We decline to adopt Energy Division's recommendation of $0.15/kWh as too low given the reality of prices in the currently dysfunctional market. We similarly decline to adopt Joint Parties recommendation of $0.50/kWh to $0.75/kWh as too high. While prices are in this high range (or even higher) at some times in today's broken market, we cannot sanction continuation at these unacceptable levels. Moreover, we reject Joint Parties recommendation of $0.50/kWh for day ahead, and $0.75/kWh for day of, markets. A dual rate is needlessly complex, and will unreasonably encourage customers to withhold supply, waiting for the higher rate.

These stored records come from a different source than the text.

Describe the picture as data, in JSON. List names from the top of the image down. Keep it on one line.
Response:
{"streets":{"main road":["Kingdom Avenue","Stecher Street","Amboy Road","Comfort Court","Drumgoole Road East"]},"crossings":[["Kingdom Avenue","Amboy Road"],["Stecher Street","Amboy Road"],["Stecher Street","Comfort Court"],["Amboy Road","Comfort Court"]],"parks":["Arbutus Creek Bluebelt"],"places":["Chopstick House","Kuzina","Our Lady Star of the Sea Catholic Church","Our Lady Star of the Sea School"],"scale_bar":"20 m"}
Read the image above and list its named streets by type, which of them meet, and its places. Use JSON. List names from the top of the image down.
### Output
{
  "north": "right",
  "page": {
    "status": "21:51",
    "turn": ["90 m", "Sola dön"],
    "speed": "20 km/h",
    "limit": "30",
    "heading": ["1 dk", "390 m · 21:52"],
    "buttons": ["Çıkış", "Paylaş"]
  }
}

We balance competing proposals and adopt a rate of $0.35/kWh. This rate may be offered on a day ahead, or day of, basis as respondent utilities determine necessary, reasonable and useful. Respondent utilities may accept or reject bids based on need, order received, and experienced reliability with the customer.
Participating customers will enjoy not only the $0.35/kWh, but also the savings for the amount of electricity they do not buy from the utility. If an energy rate otherwise not paid is $0.05/kWh, for example, the customer enjoys a total of $0.40/kWh.

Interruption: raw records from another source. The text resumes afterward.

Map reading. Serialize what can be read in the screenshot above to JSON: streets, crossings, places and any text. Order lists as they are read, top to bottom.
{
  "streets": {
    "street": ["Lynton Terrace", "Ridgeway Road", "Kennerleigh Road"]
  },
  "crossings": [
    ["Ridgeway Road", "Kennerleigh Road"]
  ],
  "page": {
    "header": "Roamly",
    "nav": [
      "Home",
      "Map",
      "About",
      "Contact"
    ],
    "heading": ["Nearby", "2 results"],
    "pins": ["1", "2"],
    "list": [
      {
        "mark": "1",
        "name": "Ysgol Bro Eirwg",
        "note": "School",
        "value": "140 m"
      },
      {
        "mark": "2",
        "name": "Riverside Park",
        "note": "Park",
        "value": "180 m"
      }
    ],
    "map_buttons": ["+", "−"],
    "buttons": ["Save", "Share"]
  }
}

Respondent utilities may file advice letters as necessary to adjust this rate. Because we need to respond with some dispatch, we will reduce the protest period to 10 days. Based on the urgency for a rate change, we may also reduce the comment period on the draft resolution at the time it is issued.
If particularly urgent conditions exist, a party may file an urgent or emergency petition for modification. The petition may seek an immediate order increasing or decreasing the adopted $0.35/kWh rate. If necessary, the Assigned Commissioner may rule on the petition by ACR, with Commission approval or confirmation as soon as reasonable thereafter.15
We will not authorize rate adjustments often, however, absent exceptionally compelling justification. Rather, we seek to promote stability at a reasonable rate in this market. If anything, we think $0.35/kWh may be unreasonably high, and we look forward to the market stabilizing at a lower rate, with utilities or parties filing advice letters or petitions to lower the rate. We will consider rate increases, however, if the market continues to be dysfunctional, and higher rates are needed to promote public health, safety, welfare and system reliability.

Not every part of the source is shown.